In the study by Buchbinder and colleagues, patients had persistent pain and were recruited up to 1 year after their vertebral fracture.2 Nearly three-quarters had significant ongoing pain for at least a month after their fracture, and most for at least 2 months. The study by Kallmes and colleagues also included symptomatic fractures up to 1 year old, with the interquartile range (8–38 weeks) suggesting that they had an even longer period between fracture and inclusion in the trial.3

While vertebroplasty appears to be unhelpful for patients who continue to have chronic pain months after an acute osteoporotic fracture, the authors have not robustly excluded vertebroplasty as improving quality of life and pain management in those who undergo vertebroplasty within days to a month of the fracture. Such an outcome is suggested by Rousing et al, who showed that vertebroplasty within 2 weeks of fracture led to a rapid reduction in pain within 12–24 hours, similar to the result of conservative management at 3 months.4

Any review of the role for vertebroplasty should consider the populations studied and, hence, should define the characteristics of patients in whom to intervene or not intervene.

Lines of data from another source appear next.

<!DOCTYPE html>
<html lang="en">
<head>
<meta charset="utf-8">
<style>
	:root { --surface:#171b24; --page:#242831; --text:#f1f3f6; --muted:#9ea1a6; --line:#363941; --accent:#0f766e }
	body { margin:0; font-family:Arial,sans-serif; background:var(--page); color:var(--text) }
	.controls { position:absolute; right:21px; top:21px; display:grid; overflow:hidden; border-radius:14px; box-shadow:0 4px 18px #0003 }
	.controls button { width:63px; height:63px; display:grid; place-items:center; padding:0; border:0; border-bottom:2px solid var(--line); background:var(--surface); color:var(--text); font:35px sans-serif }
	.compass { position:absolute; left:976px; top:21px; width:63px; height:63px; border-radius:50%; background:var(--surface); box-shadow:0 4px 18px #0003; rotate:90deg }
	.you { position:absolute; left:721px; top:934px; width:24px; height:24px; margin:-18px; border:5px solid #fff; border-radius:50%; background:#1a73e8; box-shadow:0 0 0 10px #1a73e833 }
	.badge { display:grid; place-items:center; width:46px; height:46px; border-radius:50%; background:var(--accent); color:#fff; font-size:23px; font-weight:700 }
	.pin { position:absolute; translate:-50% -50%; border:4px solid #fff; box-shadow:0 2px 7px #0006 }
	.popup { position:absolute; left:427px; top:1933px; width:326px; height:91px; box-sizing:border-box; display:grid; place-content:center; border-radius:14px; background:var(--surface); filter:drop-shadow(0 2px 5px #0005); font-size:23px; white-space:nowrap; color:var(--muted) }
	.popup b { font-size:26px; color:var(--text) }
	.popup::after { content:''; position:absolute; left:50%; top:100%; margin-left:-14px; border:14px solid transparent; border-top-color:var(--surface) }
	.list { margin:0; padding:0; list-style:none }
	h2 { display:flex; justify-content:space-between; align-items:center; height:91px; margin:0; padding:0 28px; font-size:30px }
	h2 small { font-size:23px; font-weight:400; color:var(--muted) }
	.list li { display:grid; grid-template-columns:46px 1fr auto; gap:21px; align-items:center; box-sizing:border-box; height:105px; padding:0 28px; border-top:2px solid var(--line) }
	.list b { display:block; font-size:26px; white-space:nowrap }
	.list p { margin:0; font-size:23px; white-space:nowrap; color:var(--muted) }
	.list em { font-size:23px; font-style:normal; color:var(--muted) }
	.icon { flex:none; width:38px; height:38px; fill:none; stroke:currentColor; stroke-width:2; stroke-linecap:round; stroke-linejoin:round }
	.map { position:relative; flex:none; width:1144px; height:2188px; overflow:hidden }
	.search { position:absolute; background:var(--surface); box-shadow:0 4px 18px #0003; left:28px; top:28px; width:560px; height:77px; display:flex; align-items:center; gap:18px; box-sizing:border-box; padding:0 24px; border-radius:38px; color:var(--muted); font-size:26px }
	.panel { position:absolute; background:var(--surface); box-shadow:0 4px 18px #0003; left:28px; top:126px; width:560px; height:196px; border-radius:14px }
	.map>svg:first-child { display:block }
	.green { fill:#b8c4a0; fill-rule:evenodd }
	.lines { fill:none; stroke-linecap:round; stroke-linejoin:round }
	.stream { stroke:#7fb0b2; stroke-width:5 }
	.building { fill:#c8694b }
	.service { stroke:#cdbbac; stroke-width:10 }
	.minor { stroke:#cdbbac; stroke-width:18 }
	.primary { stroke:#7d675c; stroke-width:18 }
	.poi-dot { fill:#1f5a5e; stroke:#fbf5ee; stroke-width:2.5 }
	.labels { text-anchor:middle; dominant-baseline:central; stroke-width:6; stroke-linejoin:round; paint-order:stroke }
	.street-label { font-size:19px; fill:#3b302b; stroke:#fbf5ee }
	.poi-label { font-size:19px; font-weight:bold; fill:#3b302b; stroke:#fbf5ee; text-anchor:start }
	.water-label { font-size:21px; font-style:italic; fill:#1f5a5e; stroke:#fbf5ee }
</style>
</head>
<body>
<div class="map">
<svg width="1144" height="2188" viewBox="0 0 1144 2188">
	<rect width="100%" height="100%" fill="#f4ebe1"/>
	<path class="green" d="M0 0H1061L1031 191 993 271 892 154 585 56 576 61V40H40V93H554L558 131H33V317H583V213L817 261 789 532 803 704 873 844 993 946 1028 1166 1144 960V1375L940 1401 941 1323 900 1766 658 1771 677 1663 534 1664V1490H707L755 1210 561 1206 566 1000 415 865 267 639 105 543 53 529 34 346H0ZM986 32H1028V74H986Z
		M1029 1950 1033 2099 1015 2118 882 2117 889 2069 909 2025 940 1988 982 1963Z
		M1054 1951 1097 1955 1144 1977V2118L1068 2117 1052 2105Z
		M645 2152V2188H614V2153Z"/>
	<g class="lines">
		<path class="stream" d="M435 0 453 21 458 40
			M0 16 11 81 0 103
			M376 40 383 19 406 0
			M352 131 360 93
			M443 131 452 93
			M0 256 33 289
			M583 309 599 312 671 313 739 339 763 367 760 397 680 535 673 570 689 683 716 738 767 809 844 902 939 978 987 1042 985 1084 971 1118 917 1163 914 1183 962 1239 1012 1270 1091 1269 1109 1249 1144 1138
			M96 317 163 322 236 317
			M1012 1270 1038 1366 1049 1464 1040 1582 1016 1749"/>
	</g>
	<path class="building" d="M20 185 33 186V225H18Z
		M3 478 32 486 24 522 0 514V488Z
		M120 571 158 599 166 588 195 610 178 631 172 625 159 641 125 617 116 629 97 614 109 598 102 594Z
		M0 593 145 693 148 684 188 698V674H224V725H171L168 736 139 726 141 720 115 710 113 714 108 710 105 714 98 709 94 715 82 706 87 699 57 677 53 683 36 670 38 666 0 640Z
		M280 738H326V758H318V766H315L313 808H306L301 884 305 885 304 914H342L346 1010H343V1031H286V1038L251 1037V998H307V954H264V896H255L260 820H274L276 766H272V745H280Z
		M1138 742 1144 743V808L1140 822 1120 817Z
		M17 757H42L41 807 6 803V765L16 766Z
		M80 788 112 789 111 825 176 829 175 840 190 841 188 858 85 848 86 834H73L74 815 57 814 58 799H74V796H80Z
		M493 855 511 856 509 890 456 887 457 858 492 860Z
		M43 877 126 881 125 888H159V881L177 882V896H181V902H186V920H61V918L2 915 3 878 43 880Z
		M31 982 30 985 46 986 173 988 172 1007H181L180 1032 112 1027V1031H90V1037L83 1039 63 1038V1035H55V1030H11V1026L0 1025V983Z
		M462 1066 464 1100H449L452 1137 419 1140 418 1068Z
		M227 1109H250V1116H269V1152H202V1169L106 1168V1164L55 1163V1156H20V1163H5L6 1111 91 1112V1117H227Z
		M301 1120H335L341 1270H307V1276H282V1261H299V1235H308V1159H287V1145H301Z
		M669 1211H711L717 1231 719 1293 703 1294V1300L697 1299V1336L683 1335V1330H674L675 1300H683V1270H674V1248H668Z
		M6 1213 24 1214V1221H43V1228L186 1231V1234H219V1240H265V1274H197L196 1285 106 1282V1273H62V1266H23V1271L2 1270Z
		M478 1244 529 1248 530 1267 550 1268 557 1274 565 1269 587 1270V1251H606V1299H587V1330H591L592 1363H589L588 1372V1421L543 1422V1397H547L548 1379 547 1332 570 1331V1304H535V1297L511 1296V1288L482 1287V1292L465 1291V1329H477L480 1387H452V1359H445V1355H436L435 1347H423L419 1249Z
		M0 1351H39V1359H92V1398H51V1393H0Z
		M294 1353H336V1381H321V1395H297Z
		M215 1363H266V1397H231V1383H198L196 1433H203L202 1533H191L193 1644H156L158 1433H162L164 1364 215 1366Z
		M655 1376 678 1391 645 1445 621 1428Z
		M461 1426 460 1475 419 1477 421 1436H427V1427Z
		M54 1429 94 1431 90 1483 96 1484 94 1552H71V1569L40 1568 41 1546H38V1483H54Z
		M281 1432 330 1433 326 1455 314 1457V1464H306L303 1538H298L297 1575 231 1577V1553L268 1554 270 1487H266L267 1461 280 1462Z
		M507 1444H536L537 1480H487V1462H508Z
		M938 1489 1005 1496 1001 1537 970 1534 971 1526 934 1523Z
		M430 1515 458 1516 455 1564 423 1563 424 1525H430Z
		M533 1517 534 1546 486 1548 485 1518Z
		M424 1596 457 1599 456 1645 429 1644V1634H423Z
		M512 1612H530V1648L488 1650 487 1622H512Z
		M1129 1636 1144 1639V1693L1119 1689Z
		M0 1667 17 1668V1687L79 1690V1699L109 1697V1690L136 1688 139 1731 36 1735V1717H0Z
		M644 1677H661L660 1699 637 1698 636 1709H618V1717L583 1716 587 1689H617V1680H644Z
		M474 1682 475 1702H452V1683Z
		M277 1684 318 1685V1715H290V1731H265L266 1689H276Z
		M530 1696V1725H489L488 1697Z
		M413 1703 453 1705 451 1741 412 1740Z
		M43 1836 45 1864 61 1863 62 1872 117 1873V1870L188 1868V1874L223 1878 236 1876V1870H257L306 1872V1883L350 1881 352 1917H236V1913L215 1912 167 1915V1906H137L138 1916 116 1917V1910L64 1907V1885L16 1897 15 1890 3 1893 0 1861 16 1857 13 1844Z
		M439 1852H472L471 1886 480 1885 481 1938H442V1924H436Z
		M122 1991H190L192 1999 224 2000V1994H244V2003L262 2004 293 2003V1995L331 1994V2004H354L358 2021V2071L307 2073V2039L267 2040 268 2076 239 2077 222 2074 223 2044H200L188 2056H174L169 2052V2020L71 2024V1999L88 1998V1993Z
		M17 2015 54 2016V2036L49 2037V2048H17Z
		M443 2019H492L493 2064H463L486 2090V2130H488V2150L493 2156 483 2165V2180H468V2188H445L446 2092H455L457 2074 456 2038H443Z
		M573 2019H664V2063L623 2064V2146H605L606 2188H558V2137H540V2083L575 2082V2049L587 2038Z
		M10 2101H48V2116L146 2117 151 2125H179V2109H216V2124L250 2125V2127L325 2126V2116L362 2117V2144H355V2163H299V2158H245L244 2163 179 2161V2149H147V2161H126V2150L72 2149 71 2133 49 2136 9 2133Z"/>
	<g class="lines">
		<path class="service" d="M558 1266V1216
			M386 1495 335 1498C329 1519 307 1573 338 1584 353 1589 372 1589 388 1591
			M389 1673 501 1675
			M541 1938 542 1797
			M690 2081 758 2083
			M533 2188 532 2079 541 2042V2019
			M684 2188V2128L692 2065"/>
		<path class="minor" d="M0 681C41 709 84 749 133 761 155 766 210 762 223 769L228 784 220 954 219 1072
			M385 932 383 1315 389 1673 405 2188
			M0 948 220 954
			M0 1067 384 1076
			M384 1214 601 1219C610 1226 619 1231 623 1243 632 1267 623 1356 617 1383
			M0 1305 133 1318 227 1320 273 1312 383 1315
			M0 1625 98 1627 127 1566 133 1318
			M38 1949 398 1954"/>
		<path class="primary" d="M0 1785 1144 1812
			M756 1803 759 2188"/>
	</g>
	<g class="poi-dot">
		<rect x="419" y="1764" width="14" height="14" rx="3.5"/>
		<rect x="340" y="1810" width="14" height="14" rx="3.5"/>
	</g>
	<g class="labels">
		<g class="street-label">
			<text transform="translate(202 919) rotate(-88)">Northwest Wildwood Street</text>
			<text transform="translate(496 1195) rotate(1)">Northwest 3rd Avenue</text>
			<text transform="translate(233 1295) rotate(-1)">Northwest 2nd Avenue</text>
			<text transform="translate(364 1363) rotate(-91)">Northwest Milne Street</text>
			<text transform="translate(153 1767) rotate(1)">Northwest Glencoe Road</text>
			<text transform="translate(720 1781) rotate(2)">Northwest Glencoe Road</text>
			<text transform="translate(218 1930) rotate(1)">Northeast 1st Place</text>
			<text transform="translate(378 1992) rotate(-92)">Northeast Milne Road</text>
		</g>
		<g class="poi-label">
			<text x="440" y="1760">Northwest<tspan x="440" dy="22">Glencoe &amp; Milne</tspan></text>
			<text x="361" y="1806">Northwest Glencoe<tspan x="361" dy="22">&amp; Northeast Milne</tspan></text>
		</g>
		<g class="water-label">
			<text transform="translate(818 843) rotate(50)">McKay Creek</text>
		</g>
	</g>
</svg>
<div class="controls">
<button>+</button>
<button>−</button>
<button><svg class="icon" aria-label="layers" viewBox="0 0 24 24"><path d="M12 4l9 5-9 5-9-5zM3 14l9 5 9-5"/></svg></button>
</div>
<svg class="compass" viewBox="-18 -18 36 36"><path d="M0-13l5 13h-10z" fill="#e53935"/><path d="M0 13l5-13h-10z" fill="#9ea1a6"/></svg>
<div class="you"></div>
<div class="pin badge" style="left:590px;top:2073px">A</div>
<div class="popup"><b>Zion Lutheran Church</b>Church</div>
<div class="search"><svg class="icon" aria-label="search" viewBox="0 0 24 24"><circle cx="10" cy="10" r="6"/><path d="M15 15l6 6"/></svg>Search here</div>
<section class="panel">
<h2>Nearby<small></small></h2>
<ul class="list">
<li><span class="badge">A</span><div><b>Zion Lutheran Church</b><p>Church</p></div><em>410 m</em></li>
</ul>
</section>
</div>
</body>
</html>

In reply: The letters by Graziotti and Pile raise spurious issues that in no way threaten the key message of our trials. Participation rates in both trials were better than other controlled trials of vertebroplasty or kyphoplasty.1,2 Eligible patients who declined enrolment in the Investigational Vertebroplasty Efficacy and Safety Trial (INVEST) had similar levels of pain and disability to those who participated.3 Both trials adhered to stringent eligibility criteria, ensuring that only patients with pain due to acute or subacute fractures were included. All operators were trained and experienced, and the low incidence of serious adverse effects in both trials is consistent with the literature. There is no evidence that the outcome of vertebroplasty is influenced by cement distribution or volume.4 Local anaesthetic infiltration of the periosteum of the pedicles, as occurred in one trial,3 is unlikely to have a sustained effect.

As Pile points out, most osteoporotic vertebral fractures heal quickly; this implies that most people would be unlikely to benefit from early invasive intervention. Consistent with this, public funding for vertebroplasty in Australia only has interim approval for patients whose pain is not controlled by conservative medical therapy. While duration of medical therapy is not specified, historically, this has ranged from at least 4 to 6 weeks. Thus, both trials included patients similar to those who would qualify for government-subsidised funding of the procedure in Australia.

While Pile acknowledges that vertebroplasty appears to be of no value in patients with persisting symptoms (the group most likely to derive benefit), he seems to suggest that it may have a role in early treatment (within days to a month). As well as being at odds with his earlier statement, this is not supported by the available data. Many participants in both trials had short symptom duration (Australian trial, 32% < 6 weeks; INVEST, 20% < 6 weeks and 41% ≤ 13 weeks), and neither trial found evidence that symptom duration was a treatment effect modifier. The trial by Rousing et al reported comparable outcomes from vertebroplasty and conservative treatment in patients with acute symptoms (40 patients, < 2 weeks; 10 patients, 2–8 weeks).5 While no data were presented, the immediate (12–24 hours) benefit from vertebroplasty reported in this open study, like clinical experience, could be attributable to many factors including local anaesthesia, regression to the mean, and expectation bias.

The onus remains on proponents of vertebroplasty to prove that any benefits of vertebroplasty outweigh the potential risks.